__EXERCISE BRIEF__. Search term "absolute": copy each line of the data containing it.

Collected data entries:

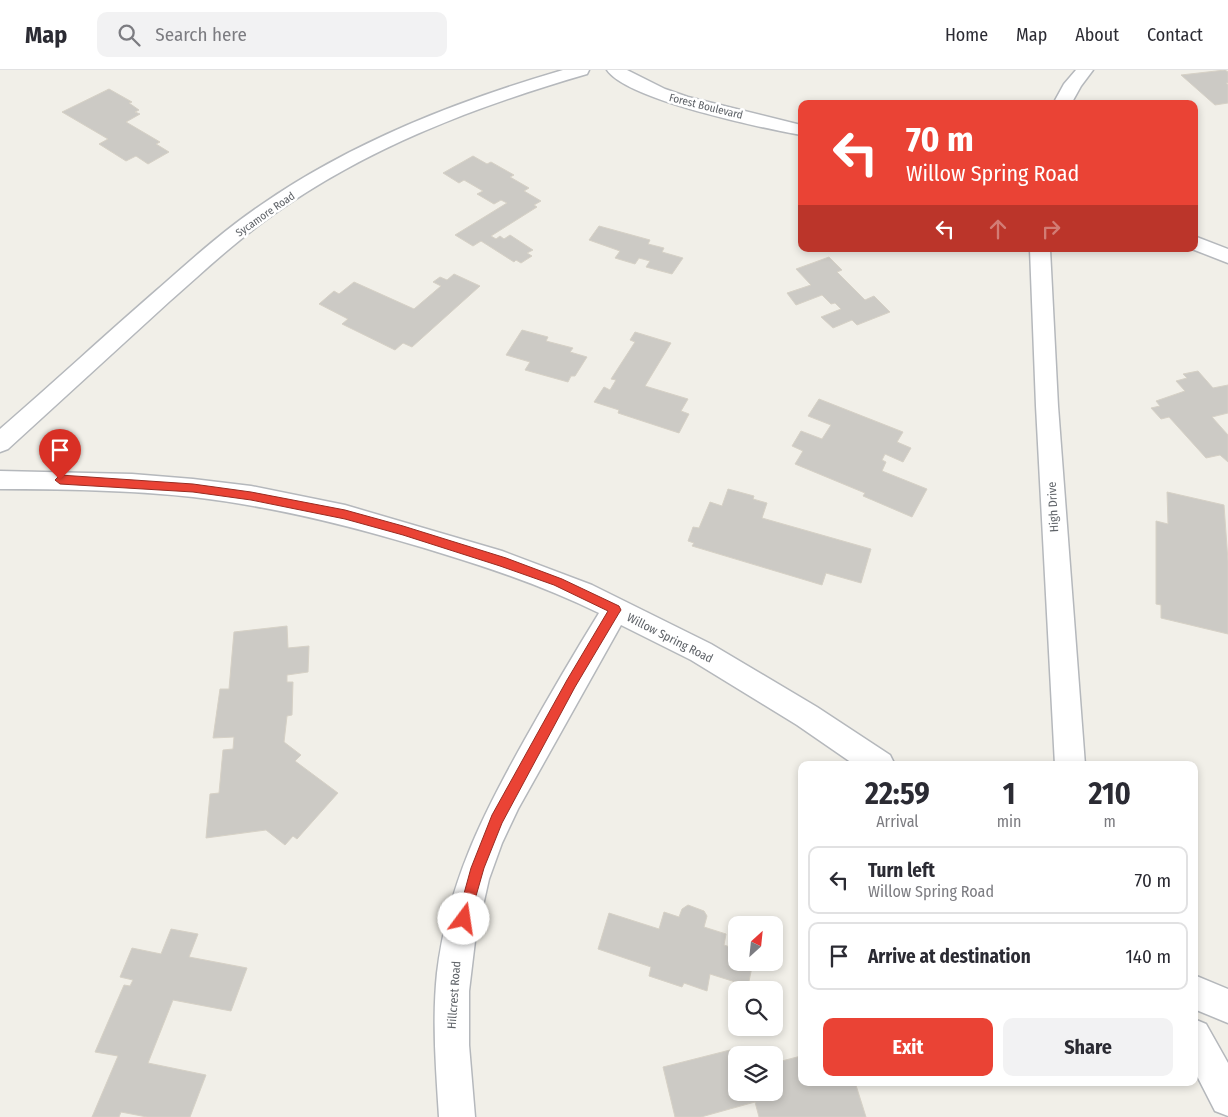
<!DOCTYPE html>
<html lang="en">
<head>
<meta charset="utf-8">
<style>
	body { margin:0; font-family:"Fira Sans Condensed",sans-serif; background:#f2f2f3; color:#2b2b33; height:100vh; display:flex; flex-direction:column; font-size:19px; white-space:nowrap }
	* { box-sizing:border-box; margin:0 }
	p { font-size:16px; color:#7c7c81 }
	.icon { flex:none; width:28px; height:28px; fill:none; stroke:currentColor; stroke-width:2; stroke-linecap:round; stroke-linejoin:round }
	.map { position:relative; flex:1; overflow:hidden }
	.side { position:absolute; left:798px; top:691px; width:400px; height:325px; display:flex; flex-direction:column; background:#fff; border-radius:10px; box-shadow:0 2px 8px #0003 }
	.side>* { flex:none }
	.banner { position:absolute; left:798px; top:30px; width:400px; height:152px; border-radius:10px; box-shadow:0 2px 8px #0003; background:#ea4335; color:#fff; overflow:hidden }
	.needle { width:32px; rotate:27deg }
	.fabs { position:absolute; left:728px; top:846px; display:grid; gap:10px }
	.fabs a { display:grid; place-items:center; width:55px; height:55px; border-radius:10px; background:#fff; box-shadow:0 2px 8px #0003; font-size:25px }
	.pin { position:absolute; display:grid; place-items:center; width:42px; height:42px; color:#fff; margin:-51px -21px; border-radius:50% 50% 50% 0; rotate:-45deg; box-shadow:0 0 5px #0007 }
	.pin .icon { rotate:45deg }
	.me { position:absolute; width:55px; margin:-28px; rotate:14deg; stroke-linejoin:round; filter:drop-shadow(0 0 4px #0008) }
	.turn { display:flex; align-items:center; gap:18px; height:105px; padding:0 25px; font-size:22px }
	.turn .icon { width:65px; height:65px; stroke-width:2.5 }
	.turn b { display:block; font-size:35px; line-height:42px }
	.lanes { display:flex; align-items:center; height:48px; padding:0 25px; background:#0003; justify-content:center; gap:25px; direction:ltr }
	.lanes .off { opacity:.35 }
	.eta { display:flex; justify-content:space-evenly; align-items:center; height:85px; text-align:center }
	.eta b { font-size:30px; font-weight:700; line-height:35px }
	.cta { display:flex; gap:10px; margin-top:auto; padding:10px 25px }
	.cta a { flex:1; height:58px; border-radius:10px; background:#ea4335; color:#fff; font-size:20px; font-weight:700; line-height:58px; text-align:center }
	.cta a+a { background:#f2f2f3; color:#2b2b33 }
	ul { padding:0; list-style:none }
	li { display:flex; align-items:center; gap:15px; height:68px; margin:0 10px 8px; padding:0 15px; border:2px solid #e1e1e2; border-radius:10px }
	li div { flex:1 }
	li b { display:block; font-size:19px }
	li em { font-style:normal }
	header { display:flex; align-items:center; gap:30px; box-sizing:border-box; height:70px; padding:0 25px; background:#fff; border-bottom:1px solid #e1e1e2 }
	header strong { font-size:24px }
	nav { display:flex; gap:28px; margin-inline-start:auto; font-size:18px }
	.search { width:350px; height:45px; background:#f2f2f3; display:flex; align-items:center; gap:12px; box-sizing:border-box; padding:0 18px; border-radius:10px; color:#7c7c81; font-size:19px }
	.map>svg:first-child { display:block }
	.building { fill:#cccac5; stroke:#d6d1c6 }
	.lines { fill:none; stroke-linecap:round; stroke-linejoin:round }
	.street-casing { stroke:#b5b8bc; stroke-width:3 }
	.street { fill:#fff; fill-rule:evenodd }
	.route { fill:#ea4335; stroke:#982c22 }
	.labels { text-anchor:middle; stroke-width:5; stroke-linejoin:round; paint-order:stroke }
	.far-street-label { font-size:11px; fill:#5f6368; stroke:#fff }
	.street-label { font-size:12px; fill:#5f6368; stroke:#fff }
</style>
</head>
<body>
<header>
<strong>Map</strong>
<div class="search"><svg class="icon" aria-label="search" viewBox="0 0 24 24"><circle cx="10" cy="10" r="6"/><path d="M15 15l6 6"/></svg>Search here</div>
<nav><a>Home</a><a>Map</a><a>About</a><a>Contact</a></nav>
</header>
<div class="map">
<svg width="1228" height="1047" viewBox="0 0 1228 1047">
	<rect width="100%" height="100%" fill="#f1efe8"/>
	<path class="building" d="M1225 0 1228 2V13H1226L1228 15V33L1215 35 1181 5Z
		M109 19 132 32 129 33 139 40 135 42 140 44 126 52 160 72 156 74 169 82 148 94 136 86 126 91 99 74 108 69 62 42Z
		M473 86 487 94 491 92 514 105 510 107 529 118 524 121 541 131 534 135 537 137 491 166 496 169 500 166 504 169 510 165 533 180 527 183 532 186 521 193 516 190 514 192 481 171 473 176 455 165 507 133 501 130 494 134 477 124 483 121 464 110 459 113 443 103Z
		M599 156 650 170 648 174 664 178 662 182 683 188 672 204 646 197 650 191 639 188 635 194 615 188 620 181 589 170Z
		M829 187 842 200 837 202 865 230 874 226 890 242 857 255 852 250 833 258 821 247 841 239 835 233 831 234 822 225 796 235 787 223 811 215 796 199Z
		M454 204 480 216 412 277 403 273 395 280 342 254 348 249 319 234 334 221 339 224 354 212 414 239 441 216 433 212 440 207 447 210Z
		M522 260 548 267 546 271 573 278 570 282 587 287 575 306H571L568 312 525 300 530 292 506 285Z
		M635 262 671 273 645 316 688 329 681 341 689 344 679 363 618 343 619 340 594 332 604 317 610 320 616 310 611 309 635 272 630 270Z
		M1198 301 1213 318 1228 315V343L1212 347 1228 365V392L1220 385 1206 388 1169 347 1161 349 1151 338 1160 336 1156 331 1185 321 1176 311 1187 308 1183 304Z
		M819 329 903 362 897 372 911 378 903 392 885 384 882 390 886 392 882 401 927 419 912 447 863 426 865 423 795 394 803 381 792 376 801 361 822 369 831 355 808 346Z
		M728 419 754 426 753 429 767 433 762 448 871 479 861 513 826 503 822 515 692 476 694 473 688 471 693 457 699 458 710 432 722 436Z
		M1167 422 1224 435 1228 491V564L1161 548V535L1156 534V451L1168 454Z
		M287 556 288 578 309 576 308 602 287 605V612H293L292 645 287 646 284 672 301 685 295 691 338 723 297 769 293 766 285 775 266 760 206 768 210 724 219 723 223 680 233 679 234 667 213 668 220 619H229L234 562Z
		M688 835 704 841 707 846 704 857 726 864 724 875 736 879V892H753L748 916 710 904 707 921 684 913 682 917 649 906 651 897 598 879 609 843 659 859 664 842 679 847 682 839Z
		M171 859 198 864 189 887 247 898 231 941 173 930 148 993 206 1005 190 1047H147L121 1042 119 1047H92L118 986 95 982 124 915 130 916 133 910 120 907 132 878 161 884Z
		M734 979 736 986V1022H774V993L801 986V1012H855L866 1047H759L755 1032 701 1047H675L663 997Z"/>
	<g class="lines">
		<g class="street-casing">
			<path id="street" d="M563 0H589L587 4C477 36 368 77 274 144 237 170 204 201 170 231 116 280 62 330 8 379L0 382V359C53 313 105 265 158 219 191 190 224 160 261 135 352 72 457 31 563 0Z
				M607 0H627L665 19 688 27 801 55V65C763 58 627 30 607 0Z
				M1076 0H1093L1081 16 1071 34H1053L1064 14Z
				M1194 166 1228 179V193L1192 179H1194Z
				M1030 179H1050L1058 336 1085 695H1055L1036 336Z
				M0 401 132 404 193 409 251 416 345 435 502 481 592 515 711 574 817 637 890 685 895 695H855L797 655 691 590 621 555 518 739 502 773 489 809 475 871 469 921V975L475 1047H439C436 999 432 951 437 903 448 814 481 748 524 671 548 628 573 585 599 543 550 519 499 501 447 485 364 459 279 437 193 427 129 420 64 419 0 419Z
				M1194 905 1228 919V953L1194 939Z
				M1194 949 1206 954 1228 993V1046L1215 1041 1194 1000Z"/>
		</g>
		<use href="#street" class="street"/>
	</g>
	<path class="route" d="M60 405 193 414 251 422 345 440 403 456 506 488 562 509 619 536 621 540 619 543 575 617 502 753 484 798 468 854 464 856 459 854 457 849 471 798 492 745 567 610 608 541 554 515 500 496 403 465 345 449 251 430 193 422 60 414 55 410Z"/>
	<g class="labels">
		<g class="far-street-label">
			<text transform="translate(706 36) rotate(14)" y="4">Forest Boulevard</text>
			<text transform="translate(265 144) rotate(-35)" y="4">Sycamore Road</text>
		</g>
		<g class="street-label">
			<text transform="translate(1053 437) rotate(-93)" y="4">High Drive</text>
			<text transform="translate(670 568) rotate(27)" y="4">Willow Spring Road</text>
			<text transform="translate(454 925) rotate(-86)" y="4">Hillcrest Road</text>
		</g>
	</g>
</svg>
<div class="fabs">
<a><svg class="needle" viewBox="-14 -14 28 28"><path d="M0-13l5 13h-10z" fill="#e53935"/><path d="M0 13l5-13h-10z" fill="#7c7c81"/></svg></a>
<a><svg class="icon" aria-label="search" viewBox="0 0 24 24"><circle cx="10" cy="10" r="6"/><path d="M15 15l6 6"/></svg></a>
<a><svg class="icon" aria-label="layers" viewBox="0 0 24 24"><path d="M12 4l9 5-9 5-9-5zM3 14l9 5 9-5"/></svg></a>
</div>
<div class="pin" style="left:60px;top:410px;background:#d93025"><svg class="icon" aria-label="arrive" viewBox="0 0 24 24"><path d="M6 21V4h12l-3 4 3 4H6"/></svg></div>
<svg class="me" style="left:464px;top:849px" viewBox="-20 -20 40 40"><circle r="19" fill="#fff"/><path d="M0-13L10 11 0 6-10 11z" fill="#ea4335"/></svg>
<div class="banner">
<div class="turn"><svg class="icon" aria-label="left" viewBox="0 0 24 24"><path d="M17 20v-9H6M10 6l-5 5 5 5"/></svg><div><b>70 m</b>Willow Spring Road</div></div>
<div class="lanes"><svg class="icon" aria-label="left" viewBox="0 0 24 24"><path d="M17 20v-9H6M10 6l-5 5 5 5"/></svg><svg class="icon off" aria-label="ahead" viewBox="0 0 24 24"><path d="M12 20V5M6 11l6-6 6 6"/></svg><svg class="icon off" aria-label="right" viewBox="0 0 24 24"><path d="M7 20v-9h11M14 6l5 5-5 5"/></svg></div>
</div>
<section class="side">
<div class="eta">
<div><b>22:59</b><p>Arrival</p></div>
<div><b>1</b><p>min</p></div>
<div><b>210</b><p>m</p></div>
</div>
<ul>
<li><svg class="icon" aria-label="left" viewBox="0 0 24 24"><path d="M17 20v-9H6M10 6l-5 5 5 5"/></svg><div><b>Turn left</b><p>Willow Spring Road</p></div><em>70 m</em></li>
<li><svg class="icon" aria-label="arrive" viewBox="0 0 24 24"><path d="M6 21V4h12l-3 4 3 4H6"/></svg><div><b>Arrive at destination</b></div><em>140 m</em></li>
</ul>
<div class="cta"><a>Exit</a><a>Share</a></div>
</section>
</div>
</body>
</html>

__RESPONSE AREA__.
	.side { position:absolute; left:798px; top:691px; width:400px; height:325px; display:flex; flex-direction:column; background:#fff; border-radius:10px; box-shadow:0 2px 8px #0003 }
	.banner { position:absolute; left:798px; top:30px; width:400px; height:152px; border-radius:10px; box-shadow:0 2px 8px #0003; background:#ea4335; color:#fff; overflow:hidden }
	.fabs { position:absolute; left:728px; top:846px; display:grid; gap:10px }
	.pin { position:absolute; display:grid; place-items:center; width:42px; height:42px; color:#fff; margin:-51px -21px; border-radius:50% 50% 50% 0; rotate:-45deg; box-shadow:0 0 5px #0007 }
	.me { position:absolute; width:55px; margin:-28px; rotate:14deg; stroke-linejoin:round; filter:drop-shadow(0 0 4px #0008) }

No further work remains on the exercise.